* [The problem]: Print the lines that run from the line with "421 644 422" to the line with "546 683 555", keeping both end lines, exactly as they appear in the entries below, and nothing else.

* [Extracted entries]:

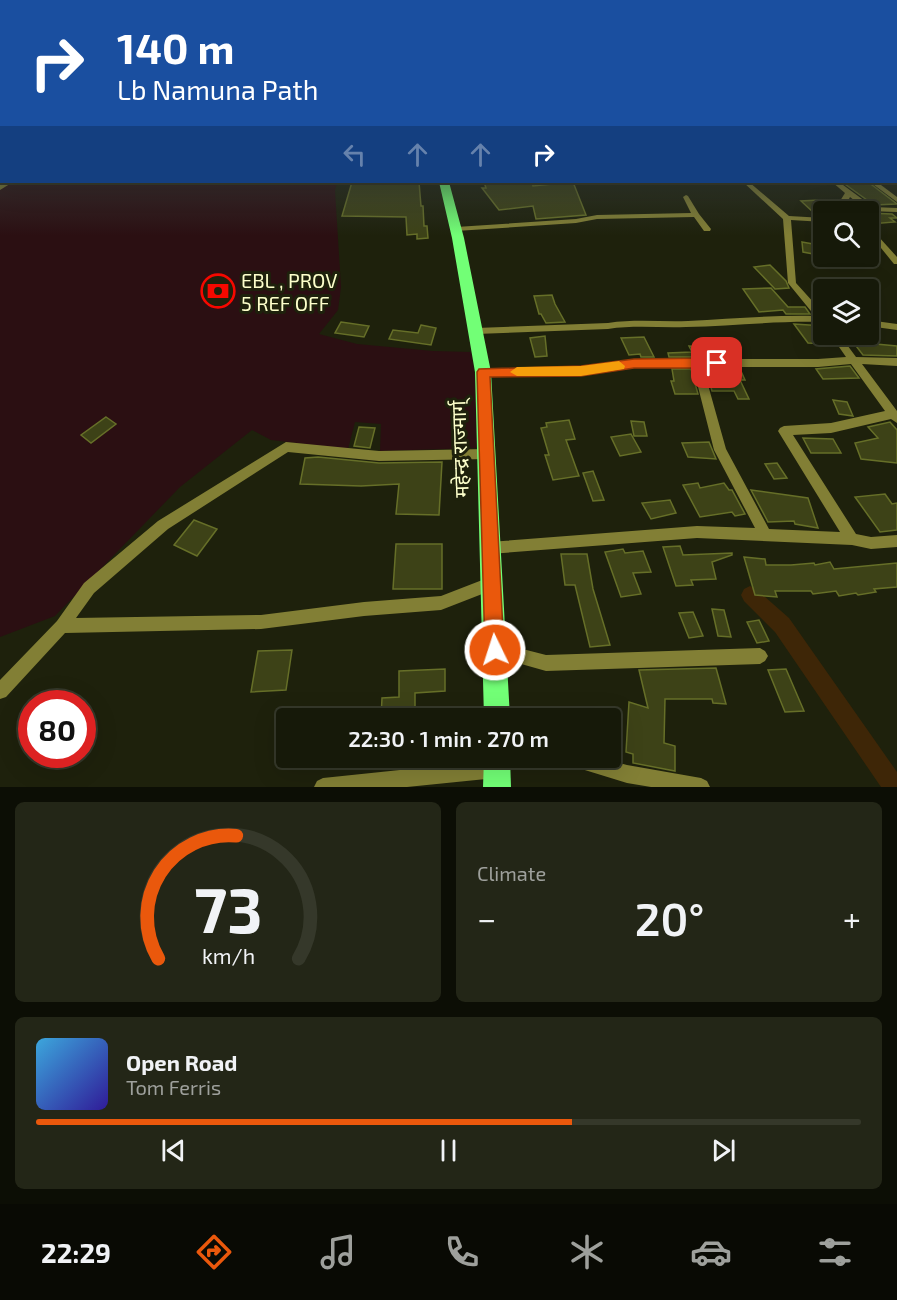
<!DOCTYPE html>
<html lang="en">
<head>
<meta charset="utf-8">
<style>
  :root { --surface:#161909; --page:#232617; --text:#f1f3f6; --muted:#9ea09c; --line:#35382a; --accent:#ea580c }
  body { margin:0; font-family:"Exo 2","Noto Sans Devanagari",sans-serif; background:var(--page); color:var(--text); height:100vh; display:flex; flex-direction:column; font-size:22px; white-space:nowrap }
  * { box-sizing:border-box; margin:0 }
  p { font-size:20px; color:var(--muted) }
  .icon { flex:none; width:33px; height:33px; fill:none; stroke:currentColor; stroke-width:2; stroke-linecap:round; stroke-linejoin:round }
  .map { position:relative; height:787px; overflow:hidden }
  .panel { display:flex; flex-direction:column; gap:15px; padding:15px; background:#0c0e05; flex:1 }
  .panel>* { flex:none }
  .banner { position:absolute; left:0px; top:0px; width:897px; height:183px; box-shadow:0 6px 24px #0002,0 0 0 2px var(--line); background:#1a4fa0; color:#fff; overflow:hidden }
  .fabs { position:absolute; left:813px; top:201px; display:grid; gap:12px }
  .fabs a { display:grid; place-items:center; width:66px; height:66px; border-radius:6px; background:var(--surface); box-shadow:0 6px 24px #0002,0 0 0 2px var(--line); font-size:30px }
  .speed { position:absolute; left:18px; top:690px; display:flex; gap:12px; font-size:30px; font-weight:700; text-align:center }
  .speed>* { display:grid; place-content:center; width:78px; height:78px; border-radius:50%; background:var(--surface); box-shadow:0 6px 24px #0002,0 0 0 2px var(--line); line-height:1 }
  .speed .limit { border:9px solid #d22; background:#fff; color:#111 }
  .pin { position:absolute; display:grid; place-items:center; width:51px; height:51px; color:#fff; margin:-26px; border-radius:12px; box-shadow:0 3px 9px #0006 }
  .me { position:absolute; width:66px; margin:-33px; rotate:356deg; stroke-linejoin:round; filter:drop-shadow(0 0 4px #0008) }
  .turn { display:flex; align-items:center; gap:21px; height:126px; padding:0 18px; font-size:27px }
  .turn .icon { width:78px; height:78px; stroke-width:2.5 }
  .turn b { display:block; font-size:42px; line-height:51px }
  .lanes { display:flex; align-items:center; height:57px; padding:0 18px; background:#0003; justify-content:center; gap:30px; direction:ltr }
  .lanes .off { opacity:.35 }
  .big { font-size:45px; font-weight:600; line-height:1.1 }
  .panel .card { flex:1; display:flex; flex-direction:column; justify-content:center; gap:9px; min-width:0; padding:0 21px; border-radius:9px; background:var(--page) }
  .panel .dial { align-items:center; gap:0 }
  .dial svg { height:156px; overflow:visible; fill:none; stroke:var(--line); stroke-width:7; stroke-linecap:round; text-anchor:middle }
  .dial text { fill:var(--text); stroke:none }
  .song { display:flex; align-items:center; gap:18px }
  .cover { width:72px; height:72px; border-radius:9px; background:linear-gradient(135deg,hsl(200 70% 55%),hsl(250 70% 35%)) }
  .played { height:6px; border-radius:3px; background:linear-gradient(90deg,var(--accent) 65%,var(--line) 65%) }
  .keys { display:flex; justify-content:space-around; direction:ltr }
  .heat { display:flex; justify-content:space-between; align-items:center; font-size:33px; direction:ltr }
  .panel .tiles { flex:1; display:grid; gap:15px; grid-template-columns:1fr 1fr }
  .card:last-child { grid-column:span 2 }
  .trip { position:absolute; left:276px; top:708px; width:345px; height:60px; border-radius:6px; background:var(--surface); box-shadow:0 6px 24px #0002,0 0 0 2px var(--line); font-weight:600; line-height:60px; text-align:center }
  .dock { display:flex; height:96px; justify-content:space-around; align-items:center; background:#090a04; color:var(--muted) }
  .dock .icon { width:42px; height:42px }
  .dock .active { color:var(--accent) }
  .dock b { font-size:27px; color:var(--text) }
  .map>svg:first-child { display:block }
</style>
</head>
<body>
<div class="map">
<svg width="897" height="787" viewBox="0 0 897 787">
  <rect width="100%" height="100%" fill="#1e210c"/>
  <!-- green -->
  <path fill="#2b0f12" d="M0 126 2 182H337L335 191 341 287 338 310 319 334 357 344 433 351 471 352 477 392V448L380 451 381 424 355 422 348 449 271 440 252 430 180 487 55 616 0 637Z"/>
  <g fill="none" stroke-linecap="round" stroke-linejoin="round">
    <!-- canal -->
    <path fill="#3e2607" fill-rule="evenodd" d="M750 586 756 589 789 618 897 772V787H881L775 632 744 601 741 595 744 589Z"/>
  </g>
  <!-- building -->
  <g fill="#3d4217" stroke="#666f28" stroke-width="1.5">
    <path d="M352 182H419L421 206H423L424 226H427L428 238 417 239V234L407 235 406 217 342 216Z"/>
    <path d="M484 182H532L533 186 573 182 586 215 536 219 533 206 499 210 482 188H486Z"/>
    <path d="M842 182H868L897 204 874 205Z"/>
    <path d="M820 200 833 212H813L801 201Z"/>
    <path d="M868 213 892 214 897 218H890L895 222 870 224Z"/>
    <path d="M802 242 824 246V256L803 252Z"/>
    <path d="M770 265 786 281 789 288 775 289 754 267Z"/>
    <path d="M771 288 788 307H805L810 314H786L783 310 759 312 743 289Z"/>
    <path d="M552 295 555 304 565 322 546 323 541 314H539L534 296Z"/>
    <path d="M341 322 369 326 364 337 335 333Z"/>
    <path d="M794 324 824 326V334H828L834 344 808 343Z"/>
    <path d="M421 325 436 328 431 345 389 339 393 330 418 333Z"/>
    <path d="M545 336 547 356 535 357 530 338Z"/>
    <path d="M644 337 654 357H641L640 354 629 355 621 338Z"/>
    <path d="M850 338H871L876 344 897 346V356L863 355Z"/>
    <path d="M689 346 731 348 735 357H669L668 353 692 352Z"/>
    <path d="M850 366 859 378 823 379 816 369Z"/>
    <path d="M672 369H691L698 394H675L671 381H674Z"/>
    <path d="M706 369H740L745 380H740L749 399H738L734 391H712Z"/>
    <path d="M833 400 847 402 853 416 839 414Z"/>
    <path d="M106 417 116 424 91 443 81 435Z"/>
    <path d="M569 420 575 439 566 440 579 476 553 480 545 455H549L541 428 547 427 546 423Z"/>
    <path d="M631 421 644 422 647 436H634Z"/>
    <path d="M890 422 897 430V463L861 459 855 443 878 438 868 427Z"/>
    <path d="M359 427 375 428 370 448 354 446Z"/>
    <path d="M631 434 641 452 620 456 611 437Z"/>
    <path d="M803 438 833 439 841 453H811Z"/>
    <path d="M709 442 716 459 688 457 682 443Z"/>
    <path d="M318 457 379 463 442 462 439 515 396 514 399 484 361 486 300 484 305 458Z"/>
    <path d="M777 463 787 478 774 479 765 464Z"/>
    <path d="M593 471 604 500 593 501 583 473Z"/>
    <path d="M698 483 700 488 724 483 729 490H732L745 514 735 516 732 512 700 517 683 485Z"/>
    <path d="M751 490 808 498 818 528 795 524 794 521 768 522Z"/>
    <path d="M885 494 892 504 897 503V530L880 532 855 497Z"/>
    <path d="M670 500 676 513 651 519 642 503Z"/>
    <path d="M194 520 217 529 197 556 174 545Z"/>
    <path d="M396 544H442V589H393Z"/>
    <path d="M680 546 683 555 732 553V555L712 562 716 579 691 580 693 585 676 586 663 547Z"/>
    <path d="M623 549 625 553 643 551 651 572 633 573 641 594 621 597 605 552Z"/>
    <path d="M561 554H587L593 589 610 645 590 647 575 585H565Z"/>
    <path d="M744 557 765 559 766 565H791L814 563 815 565 830 562 834 569 897 563V587L874 589 876 592 858 595 856 593 839 596 836 591 813 594 811 591H775L777 597 755 595Z"/>
    <path d="M712 609 724 610 731 637 718 636Z"/>
    <path d="M693 612 703 636 689 638 679 613Z"/>
    <path d="M759 620 769 641 757 643 747 622Z"/>
    <path d="M292 650 286 690 251 692 258 651Z"/>
    <path d="M716 668 726 704 713 703 712 699H665L664 743 675 746V771L633 763V754L626 752 629 702 648 708 639 670Z"/>
    <path d="M445 669V691L415 693V718H381L382 698 399 697V671Z"/>
    <path d="M786 669 804 711 785 712 768 670Z"/>
    <path d="M582 708 610 715 609 718H581Z"/>
  </g>
  <g fill="none" stroke-linecap="round" stroke-linejoin="round">
    <!-- minor -->
    <g fill="#827f35" fill-rule="evenodd">
      <rect x="896" y="126" width="1" height="3"/>
      <rect x="896" y="137" width="1" height="4"/>
      <rect x="896" y="172" width="1" height="5"/>
      <path d="M743 182H749L789 216 824 218V222L791 220 796 283 824 314V324L820 322C775 321 731 326 686 327 660 328 634 325 608 329L476 334 471 331 476 328 608 323C635 319 661 322 688 321 730 319 772 315 815 316L788 283 783 219Z"/>
      <path d="M832 182H839L873 207 897 208V212L868 211 850 197 848 201 856 212H849L840 201 845 193Z"/>
      <path d="M870 182H877L897 197V202Z"/>
      <path d="M686 195 688 196 699 214 711 229 710 231H704L694 217 597 219 576 223 456 231 452 229 456 227 576 219 597 215 691 213 683 197Z"/>
      <path d="M868 225 897 257V264H894L868 232Z"/>
      <path d="M868 320 897 324V330L868 326Z"/>
      <path d="M830 334H839L856 357 897 358V366L862 364 897 411V423L891 419 831 433 793 435 856 534 871 537 897 535V547L871 549 852 545 697 538 489 554 484 553 482 548 484 543 489 542 697 526 755 528 714 450 693 367H634L581 375 483 376 478 372 479 369 581 367 634 359H818L846 357ZM851 364 885 411 831 423 784 426 780 428 778 431 840 532 769 529 726 449 703 367H818Z"/>
      <path d="M286 442 379 451 487 449 491 451 493 454 491 457 487 459 379 461 288 452 168 529 94 593 76 618 261 615 364 602 441 596 490 577 495 579 497 584 495 589 441 610 364 616 261 629 65 633 6 697 0 699V680L57 621 84 583 158 521Z"/>
      <path d="M495 642 546 655 760 648 765 651 768 656 765 661 760 664 546 671 490 655 487 650 490 645Z"/>
      <path d="M566 758H601L627 765 701 778 707 781 710 787H651L627 783 575 767 569 764Z"/>
      <path d="M496 760 502 763 505 769 502 775 496 778 407 787H314L317 781 323 778Z"/>
    </g>
    <!-- tertiary -->
    <g fill="#827f35" fill-rule="evenodd">
      <rect x="0" y="138" width="2" height="4"/>
      <path d="M5 182H13L0 190V185Z"/>
    </g>
    <!-- trunk -->
    <g fill="#72ff76" fill-rule="evenodd">
      <path d="M439 182H449L464 238 491 372 510 718H484L475 372 452 238Z"/>
      <path d="M484 758H510L511 787H483Z"/>
    </g>
  </g>
  <!-- sky -->
  <linearGradient id="sky" x2="0" y2="1"><stop stop-color="#101207"/><stop offset="0.53" stop-color="#3b4340"/><stop offset="1" stop-color="#3b4340" stop-opacity="0"/></linearGradient>
  <rect width="897" height="236" fill="url(#sky)"/>
  <!-- route -->
  <path fill="#ea580c" stroke="#983908" stroke-width="1.5" d="M717 358 724 363 717 368H634L581 376 490 377 504 650 501 657 495 660 488 657 485 650 477 372 479 369 581 366 634 359Z"/>
  <!-- slow -->
  <path fill="#f59e0b" d="M619 361 625 366 624 369 581 376H517L510 372 517 367 581 366Z"/>
  <!-- icons -->
  <defs>
    <g id="bank-ring" transform="scale(1.725)"><circle r="9.5" fill="#1e210c" stroke="#f60800" stroke-width="1.5"/><path d="M-6-4H6V4H-6ZM0-2.3a2.3 2.3 0 1 0 0 4.6a2.3 2.3 0 1 0 0-4.6Z" fill="#f60800"/></g>
  </defs>
  <g fill-rule="evenodd">
    <use href="#bank-ring" x="218" y="291"/>
  </g>
  <g text-anchor="middle" dominant-baseline="central" stroke-width="6" stroke-linejoin="round" paint-order="stroke">
    <!-- poi labels -->
    <g font-size="20" fill="#fdffcb" stroke="#1e210c" text-anchor="start">
      <text x="241" y="280">EBL , PROV<tspan x="241" dy="23">5 REF OFF</tspan></text>
    </g>
    <!-- street labels -->
    <g font-size="20" fill="#fdffcb" stroke="#1e210c">
      <text transform="translate(459 449) rotate(-92)">महेन्द्र राज्मार्ग्</text>
    </g>
  </g>
</svg>
<div class="fabs">
<a><svg class="icon" aria-label="search" viewBox="0 0 24 24"><circle cx="10" cy="10" r="6"/><path d="M15 15l6 6"/></svg></a>
<a><svg class="icon" aria-label="layers" viewBox="0 0 24 24"><path d="M12 4l9 5-9 5-9-5zM3 14l9 5 9-5"/></svg></a>
</div>
<div class="speed"><div class="limit">80</div></div>
<div class="pin" style="left:717px;top:363px;background:#d93025"><svg class="icon" aria-label="arrive" viewBox="0 0 24 24"><path d="M6 21V4h12l-3 4 3 4H6"/></svg></div>
<svg class="me" style="left:495px;top:650px" viewBox="-20 -20 40 40"><circle r="17" fill="#ea580c" stroke="#fff" stroke-width="3"/><path d="M0-11L8 9 0 5-8 9z" fill="#fff"/></svg>
<div class="trip">22:30 · 1 min · 270 m</div>
<div class="banner">
<div class="turn"><svg class="icon" aria-label="right" viewBox="0 0 24 24"><path d="M7 20v-9h11M14 6l5 5-5 5"/></svg><div><b>140 m</b>Lb Namuna Path</div></div>
<div class="lanes"><svg class="icon off" aria-label="left" viewBox="0 0 24 24"><path d="M17 20v-9H6M10 6l-5 5 5 5"/></svg><svg class="icon off" aria-label="ahead" viewBox="0 0 24 24"><path d="M12 20V5M6 11l6-6 6 6"/></svg><svg class="icon off" aria-label="ahead" viewBox="0 0 24 24"><path d="M12 20V5M6 11l6-6 6 6"/></svg><svg class="icon" aria-label="right" viewBox="0 0 24 24"><path d="M7 20v-9h11M14 6l5 5-5 5"/></svg></div>
</div>
</div>
<section class="panel">
<div class="tiles">
<div class="card dial"><svg viewBox="0 0 100 80">
<path d="M14 69A42 42 0 1 1 86 69"/>
<path d="M14 69A42 42 0 0 1 54 6" stroke="#ea580c"/>
<text x="50" y="56" font-size="32" font-weight="700">73</text>
<text x="50" y="72" font-size="11">km/h</text>
</svg></div>
<div class="card"><p>Climate</p>
<div class="heat"><a>−</a><b class="big">20°</b><a>+</a></div>
</div>
<div class="card">
<div class="song"><i class="cover"></i><div><b>Open Road</b><p>Tom Ferris</p></div></div>
<div class="played"></div>
<div class="keys"><svg class="icon" aria-label="previous" viewBox="0 0 24 24"><path d="M18 5L8 12l10 7zM5 5v14"/></svg><svg class="icon" aria-label="pause" viewBox="0 0 24 24"><path d="M8 5v14M16 5v14"/></svg><svg class="icon" aria-label="next" viewBox="0 0 24 24"><path d="M6 5l10 7-10 7zM19 5v14"/></svg></div>
</div>
</div>
</section>
<nav class="dock">
<b>22:29</b>
<svg class="icon active" aria-label="directions" viewBox="0 0 24 24"><path d="M12 3l9 9-9 9-9-9zM9 14v-3h6M13 9l2 2-2 2"/></svg>
<svg class="icon" aria-label="music" viewBox="0 0 24 24"><path d="M9 18V5l10-2v13"/><circle cx="6" cy="18" r="3"/><circle cx="16" cy="16" r="3"/></svg>
<svg class="icon" aria-label="phone" viewBox="0 0 24 24"><path d="M5 4h4l2 5-3 2q2 4 5 5l2-3 5 2v4C11 20 4 13 5 4z"/></svg>
<svg class="icon" aria-label="climate" viewBox="0 0 24 24"><path d="M12 3v18M4 7l16 10M4 17L20 7"/></svg>
<svg class="icon" aria-label="car" viewBox="0 0 24 24"><path d="M5 17H2v-5l4-1 3-4h7l3 4 3 1v5h-3M9 17h6M6 11h13"/><circle cx="7" cy="17" r="2"/><circle cx="17" cy="17" r="2"/></svg>
<svg class="icon" aria-label="filters" viewBox="0 0 24 24"><path d="M4 7h16M4 17h16"/><circle cx="9" cy="7" r="2"/><circle cx="15" cy="17" r="2"/></svg>
</nav>
</body>
</html>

* [Solution to this exercise]:
    <path d="M631 421 644 422 647 436H634Z"/>
    <path d="M890 422 897 430V463L861 459 855 443 878 438 868 427Z"/>
    <path d="M359 427 375 428 370 448 354 446Z"/>
    <path d="M631 434 641 452 620 456 611 437Z"/>
    <path d="M803 438 833 439 841 453H811Z"/>
    <path d="M709 442 716 459 688 457 682 443Z"/>
    <path d="M318 457 379 463 442 462 439 515 396 514 399 484 361 486 300 484 305 458Z"/>
    <path d="M777 463 787 478 774 479 765 464Z"/>
    <path d="M593 471 604 500 593 501 583 473Z"/>
    <path d="M698 483 700 488 724 483 729 490H732L745 514 735 516 732 512 700 517 683 485Z"/>
    <path d="M751 490 808 498 818 528 795 524 794 521 768 522Z"/>
    <path d="M885 494 892 504 897 503V530L880 532 855 497Z"/>
    <path d="M670 500 676 513 651 519 642 503Z"/>
    <path d="M194 520 217 529 197 556 174 545Z"/>
    <path d="M396 544H442V589H393Z"/>
    <path d="M680 546 683 555 732 553V555L712 562 716 579 691 580 693 585 676 586 663 547Z"/>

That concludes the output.